Of course, some of the technology that was supposed to be in the future now looks kind of... quaint. Which is also an issue if you're trying to do near-future sci-fi. (The topic of a forth-coming post.) Very few people foresaw the revolution in cell phones and those little hand-held computers so many of us carry now. (Better known as iPhones, Blackberries, and the like.) On the other hand, I don't think anyone who played the game ever expected the future to be like that anyway.
At least I hope not, as it was all rather dystopian. In that regard somewhat unoriginally so, as it was all big corporations ruling the future, but I'm guilty of that particular trope myself. I say trope rather than cliche in a hopeful tone, there, but certain aspects of it carried a somewhat dismal tone. Which makes sense in an RPG, because after all if it's all sunshine and rainbows, what is there for characters to do?

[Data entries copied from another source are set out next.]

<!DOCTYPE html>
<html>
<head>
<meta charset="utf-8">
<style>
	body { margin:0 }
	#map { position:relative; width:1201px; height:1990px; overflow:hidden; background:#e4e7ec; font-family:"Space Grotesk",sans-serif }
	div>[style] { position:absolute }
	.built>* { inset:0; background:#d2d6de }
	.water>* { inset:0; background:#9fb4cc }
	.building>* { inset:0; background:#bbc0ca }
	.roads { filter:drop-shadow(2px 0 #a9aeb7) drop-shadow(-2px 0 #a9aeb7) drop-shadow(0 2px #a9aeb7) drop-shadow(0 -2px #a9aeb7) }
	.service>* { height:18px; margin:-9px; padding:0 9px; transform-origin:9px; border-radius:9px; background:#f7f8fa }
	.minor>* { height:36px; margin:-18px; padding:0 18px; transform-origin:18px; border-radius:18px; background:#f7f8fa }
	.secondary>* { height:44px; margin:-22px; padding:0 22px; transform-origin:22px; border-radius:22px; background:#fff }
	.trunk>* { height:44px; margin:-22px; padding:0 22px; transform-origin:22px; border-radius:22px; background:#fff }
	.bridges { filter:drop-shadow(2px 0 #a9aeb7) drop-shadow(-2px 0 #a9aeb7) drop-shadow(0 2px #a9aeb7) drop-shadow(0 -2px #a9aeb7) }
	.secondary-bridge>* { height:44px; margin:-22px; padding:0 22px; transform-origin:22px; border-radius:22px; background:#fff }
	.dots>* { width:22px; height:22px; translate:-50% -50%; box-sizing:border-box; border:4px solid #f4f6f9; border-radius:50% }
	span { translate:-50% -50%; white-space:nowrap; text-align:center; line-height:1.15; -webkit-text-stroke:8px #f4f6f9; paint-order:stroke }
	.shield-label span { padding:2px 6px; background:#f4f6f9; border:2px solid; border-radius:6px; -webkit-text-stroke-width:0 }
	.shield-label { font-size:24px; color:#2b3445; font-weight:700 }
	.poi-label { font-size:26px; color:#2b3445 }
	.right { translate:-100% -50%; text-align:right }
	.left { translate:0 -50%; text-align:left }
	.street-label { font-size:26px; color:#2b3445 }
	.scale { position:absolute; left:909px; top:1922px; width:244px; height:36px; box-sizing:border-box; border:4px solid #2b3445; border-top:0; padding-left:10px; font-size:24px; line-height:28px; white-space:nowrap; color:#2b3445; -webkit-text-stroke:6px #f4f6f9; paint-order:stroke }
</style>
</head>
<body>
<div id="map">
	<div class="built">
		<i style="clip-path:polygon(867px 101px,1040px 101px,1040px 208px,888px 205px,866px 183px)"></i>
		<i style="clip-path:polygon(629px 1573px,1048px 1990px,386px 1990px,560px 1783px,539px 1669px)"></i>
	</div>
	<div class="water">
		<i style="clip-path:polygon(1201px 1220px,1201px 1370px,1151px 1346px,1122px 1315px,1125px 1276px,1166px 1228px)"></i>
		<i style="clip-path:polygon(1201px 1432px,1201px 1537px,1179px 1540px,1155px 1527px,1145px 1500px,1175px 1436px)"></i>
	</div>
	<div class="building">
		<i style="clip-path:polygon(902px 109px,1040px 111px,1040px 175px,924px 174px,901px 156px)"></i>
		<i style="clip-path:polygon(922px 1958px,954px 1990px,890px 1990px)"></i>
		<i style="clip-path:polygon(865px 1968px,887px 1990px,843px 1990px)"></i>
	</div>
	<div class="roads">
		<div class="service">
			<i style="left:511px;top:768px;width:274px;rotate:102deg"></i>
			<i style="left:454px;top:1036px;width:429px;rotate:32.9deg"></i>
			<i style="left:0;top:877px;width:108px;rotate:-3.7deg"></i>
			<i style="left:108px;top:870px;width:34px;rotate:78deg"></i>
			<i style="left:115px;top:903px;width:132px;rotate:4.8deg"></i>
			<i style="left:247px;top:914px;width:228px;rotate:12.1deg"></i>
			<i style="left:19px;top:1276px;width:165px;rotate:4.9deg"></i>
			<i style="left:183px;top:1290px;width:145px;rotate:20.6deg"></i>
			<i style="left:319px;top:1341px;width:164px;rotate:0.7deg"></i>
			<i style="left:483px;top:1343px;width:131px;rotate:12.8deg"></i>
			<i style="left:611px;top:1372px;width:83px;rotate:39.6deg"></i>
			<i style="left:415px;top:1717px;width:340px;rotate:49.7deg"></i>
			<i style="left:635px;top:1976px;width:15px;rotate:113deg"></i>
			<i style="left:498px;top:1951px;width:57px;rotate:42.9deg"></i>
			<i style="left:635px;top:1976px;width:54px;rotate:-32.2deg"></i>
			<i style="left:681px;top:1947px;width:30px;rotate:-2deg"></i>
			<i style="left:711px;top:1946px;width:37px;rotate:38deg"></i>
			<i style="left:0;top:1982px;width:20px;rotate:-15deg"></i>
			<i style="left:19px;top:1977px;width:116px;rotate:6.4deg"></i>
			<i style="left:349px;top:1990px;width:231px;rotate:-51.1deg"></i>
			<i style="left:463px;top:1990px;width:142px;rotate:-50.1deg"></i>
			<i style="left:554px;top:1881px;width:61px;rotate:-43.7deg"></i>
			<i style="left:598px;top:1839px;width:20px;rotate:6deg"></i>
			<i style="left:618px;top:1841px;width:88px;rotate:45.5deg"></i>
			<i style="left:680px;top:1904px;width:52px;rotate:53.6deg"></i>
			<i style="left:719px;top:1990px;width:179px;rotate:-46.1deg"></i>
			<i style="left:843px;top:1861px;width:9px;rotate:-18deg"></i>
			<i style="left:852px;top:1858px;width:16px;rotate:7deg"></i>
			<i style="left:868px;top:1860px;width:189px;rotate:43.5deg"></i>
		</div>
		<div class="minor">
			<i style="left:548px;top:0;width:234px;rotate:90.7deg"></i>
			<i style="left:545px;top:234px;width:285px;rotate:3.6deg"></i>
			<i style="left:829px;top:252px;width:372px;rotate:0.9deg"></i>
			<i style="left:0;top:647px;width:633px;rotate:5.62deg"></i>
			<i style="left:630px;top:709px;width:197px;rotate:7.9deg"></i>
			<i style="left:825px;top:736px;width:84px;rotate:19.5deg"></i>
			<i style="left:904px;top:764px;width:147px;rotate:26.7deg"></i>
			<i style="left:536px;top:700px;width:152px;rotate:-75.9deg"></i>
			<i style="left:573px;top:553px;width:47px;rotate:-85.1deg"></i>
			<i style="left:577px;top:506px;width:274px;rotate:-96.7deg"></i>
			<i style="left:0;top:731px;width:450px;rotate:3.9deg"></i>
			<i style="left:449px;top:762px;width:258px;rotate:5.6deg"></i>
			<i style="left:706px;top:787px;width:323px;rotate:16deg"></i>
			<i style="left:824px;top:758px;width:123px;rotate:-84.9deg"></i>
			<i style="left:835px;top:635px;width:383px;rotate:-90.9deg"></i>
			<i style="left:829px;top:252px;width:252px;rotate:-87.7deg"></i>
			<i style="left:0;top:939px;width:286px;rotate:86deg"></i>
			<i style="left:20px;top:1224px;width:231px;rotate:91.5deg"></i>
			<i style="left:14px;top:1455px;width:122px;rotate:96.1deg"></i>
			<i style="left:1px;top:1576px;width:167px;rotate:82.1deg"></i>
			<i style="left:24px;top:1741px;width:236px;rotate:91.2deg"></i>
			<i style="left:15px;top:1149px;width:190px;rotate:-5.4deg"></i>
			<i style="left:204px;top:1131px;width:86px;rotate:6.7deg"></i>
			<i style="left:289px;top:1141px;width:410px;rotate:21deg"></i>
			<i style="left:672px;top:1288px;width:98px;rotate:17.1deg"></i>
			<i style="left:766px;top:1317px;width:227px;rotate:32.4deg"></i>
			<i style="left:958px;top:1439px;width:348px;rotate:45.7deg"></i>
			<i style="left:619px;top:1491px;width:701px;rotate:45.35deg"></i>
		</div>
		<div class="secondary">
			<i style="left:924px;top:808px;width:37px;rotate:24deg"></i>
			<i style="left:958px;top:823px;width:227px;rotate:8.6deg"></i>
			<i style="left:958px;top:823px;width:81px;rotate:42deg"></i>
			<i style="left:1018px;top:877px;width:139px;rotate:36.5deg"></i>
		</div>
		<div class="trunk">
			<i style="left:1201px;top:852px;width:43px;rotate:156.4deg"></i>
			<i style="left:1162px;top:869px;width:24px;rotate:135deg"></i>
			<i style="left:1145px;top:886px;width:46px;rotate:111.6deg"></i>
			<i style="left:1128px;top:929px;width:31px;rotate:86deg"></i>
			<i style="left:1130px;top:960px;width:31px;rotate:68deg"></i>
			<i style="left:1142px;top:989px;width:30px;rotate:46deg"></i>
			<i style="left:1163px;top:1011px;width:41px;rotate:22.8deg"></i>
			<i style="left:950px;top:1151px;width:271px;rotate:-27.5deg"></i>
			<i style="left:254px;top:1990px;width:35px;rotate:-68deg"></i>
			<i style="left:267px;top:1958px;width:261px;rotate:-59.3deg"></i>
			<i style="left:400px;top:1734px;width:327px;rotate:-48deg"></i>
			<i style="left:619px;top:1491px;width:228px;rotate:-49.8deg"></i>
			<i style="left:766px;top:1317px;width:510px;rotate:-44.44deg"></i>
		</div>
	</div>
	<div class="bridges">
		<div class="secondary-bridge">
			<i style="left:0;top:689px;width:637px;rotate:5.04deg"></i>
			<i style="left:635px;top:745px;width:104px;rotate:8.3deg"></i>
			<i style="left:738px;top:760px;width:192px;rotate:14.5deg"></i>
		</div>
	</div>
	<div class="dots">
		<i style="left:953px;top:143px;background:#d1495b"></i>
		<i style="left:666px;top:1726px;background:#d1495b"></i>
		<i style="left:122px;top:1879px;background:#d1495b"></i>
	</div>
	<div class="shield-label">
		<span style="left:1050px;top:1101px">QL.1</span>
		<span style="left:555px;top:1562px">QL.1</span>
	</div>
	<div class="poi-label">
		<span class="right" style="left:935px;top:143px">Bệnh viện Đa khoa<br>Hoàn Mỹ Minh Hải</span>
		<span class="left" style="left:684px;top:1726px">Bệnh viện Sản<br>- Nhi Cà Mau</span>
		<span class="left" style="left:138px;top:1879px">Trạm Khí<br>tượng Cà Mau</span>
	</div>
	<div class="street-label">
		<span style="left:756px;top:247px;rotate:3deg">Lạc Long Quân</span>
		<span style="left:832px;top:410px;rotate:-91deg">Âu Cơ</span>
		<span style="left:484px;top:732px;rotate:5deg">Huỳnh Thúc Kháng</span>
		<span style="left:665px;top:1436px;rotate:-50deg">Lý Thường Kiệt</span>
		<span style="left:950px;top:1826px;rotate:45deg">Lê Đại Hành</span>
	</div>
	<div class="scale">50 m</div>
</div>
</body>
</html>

I also have to wonder how many of the guys writing urban fantasy - and possibly some of the women - were in some part influenced by the game. It occurs to me that the whole "magic and tech don't mix" motif was one of the rules of the game: magic users in the game didn't get any of the nifty cybernetic enhancements the non-magic characters could get. Of course it was all set in a more futuristic time than the majority of urban fantasy, but there's some of it out there. I think. .... If not there will be when I publish. So there.
Anyway, as I said at the outset it provided some inspiration for me, and used to sit on my bookshelf. I think I may have to go out and purchase the anniversary guidebook, just to put it back on my shelf again so that, when the mood strikes, I can mine it for ideas.
.... Still not buying the dice, though.